「2%の壁」が視野に入った年に、IMFが描いた3つの未来

「2%の壁」が視野に入った年に、IMFが描いた3つの未来 経済・貿易

世界経済成長率が2%を下回ることは、歴史上4回しかなかった。国際通貨基金(IMF)が4月14日に公表した最新の世界経済見通し(WEO)は、その5回目の危機が現実の選択肢として浮上していると静かに告げている。3段階のシナリオに並んだ数字を追いながら、私はしばらく画面から目を離せなかった。
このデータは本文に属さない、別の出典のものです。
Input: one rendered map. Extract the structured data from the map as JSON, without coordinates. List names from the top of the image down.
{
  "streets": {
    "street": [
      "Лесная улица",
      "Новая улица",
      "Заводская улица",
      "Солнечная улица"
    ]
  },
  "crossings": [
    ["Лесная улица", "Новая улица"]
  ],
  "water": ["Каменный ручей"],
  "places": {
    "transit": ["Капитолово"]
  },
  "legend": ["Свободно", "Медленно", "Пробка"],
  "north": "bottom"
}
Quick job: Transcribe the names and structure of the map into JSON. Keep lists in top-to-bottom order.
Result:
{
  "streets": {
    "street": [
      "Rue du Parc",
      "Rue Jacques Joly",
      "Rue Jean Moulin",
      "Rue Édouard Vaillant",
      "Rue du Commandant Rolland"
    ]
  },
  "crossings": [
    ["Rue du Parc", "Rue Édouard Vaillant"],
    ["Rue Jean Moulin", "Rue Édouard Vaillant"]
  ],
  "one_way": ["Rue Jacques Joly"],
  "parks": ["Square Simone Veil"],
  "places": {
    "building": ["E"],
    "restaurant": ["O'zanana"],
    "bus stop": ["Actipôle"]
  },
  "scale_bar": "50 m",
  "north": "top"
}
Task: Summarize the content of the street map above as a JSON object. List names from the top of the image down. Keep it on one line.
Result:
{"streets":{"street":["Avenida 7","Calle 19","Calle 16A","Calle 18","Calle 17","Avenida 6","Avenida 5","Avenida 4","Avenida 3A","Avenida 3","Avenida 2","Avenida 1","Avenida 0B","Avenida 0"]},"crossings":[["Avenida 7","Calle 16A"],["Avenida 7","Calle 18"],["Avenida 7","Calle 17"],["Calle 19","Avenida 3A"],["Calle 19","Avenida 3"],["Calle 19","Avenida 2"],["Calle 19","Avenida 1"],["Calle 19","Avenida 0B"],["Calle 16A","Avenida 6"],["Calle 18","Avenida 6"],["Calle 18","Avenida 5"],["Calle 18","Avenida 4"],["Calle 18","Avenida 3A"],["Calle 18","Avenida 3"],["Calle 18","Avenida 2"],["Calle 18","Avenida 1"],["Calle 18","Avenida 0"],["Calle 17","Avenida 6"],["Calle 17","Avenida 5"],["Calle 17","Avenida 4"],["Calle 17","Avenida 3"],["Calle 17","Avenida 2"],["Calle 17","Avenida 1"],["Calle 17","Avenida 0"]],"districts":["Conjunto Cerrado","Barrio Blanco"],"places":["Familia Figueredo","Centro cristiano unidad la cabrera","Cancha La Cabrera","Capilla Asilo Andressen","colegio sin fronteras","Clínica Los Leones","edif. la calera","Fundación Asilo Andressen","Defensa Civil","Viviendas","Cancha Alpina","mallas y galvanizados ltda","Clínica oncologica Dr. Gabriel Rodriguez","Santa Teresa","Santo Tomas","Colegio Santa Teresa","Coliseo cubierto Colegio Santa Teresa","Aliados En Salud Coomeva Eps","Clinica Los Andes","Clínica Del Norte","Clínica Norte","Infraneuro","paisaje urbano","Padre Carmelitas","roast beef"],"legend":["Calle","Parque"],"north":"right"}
数字には慣れているつもりだ。しかし「3.1%」「2.5%」「2%割れ」と並べられると、その差の大きさより、最悪の場合がすでに名前を持って言及されていることの重さが先に来た。

IMFの発表は、3つの未来を並べる形式をとった。まず「参照シナリオ」。これは中東での戦闘が比較的早期に収束し、エネルギー価格が現在水準から落ち着くという前提に立つ。このシナリオにおける2026年の世界成長率は3.1%だ。直近の1月時点の予測から0.2ポイント引き下げられている。次に「不利シナリオ」。イラン戦争が長期化し、石油価格が1バレル100ドルを恒常的に超えた場合、成長率は2.5%まで落ち込む。そして「深刻シナリオ」。原油・天然ガス・食料価格が同時急騰し、2026年から2027年にかけて高止まりした場合、世界成長率は2%を下回る可能性がある。これがIMFの言う「リセッションへの近接」だ。3段階を並べることで、IMFは「こうなる」と断言する代わりに、「何が起きれば、どこまで悪くなるか」という条件付きの地図を読者に渡した。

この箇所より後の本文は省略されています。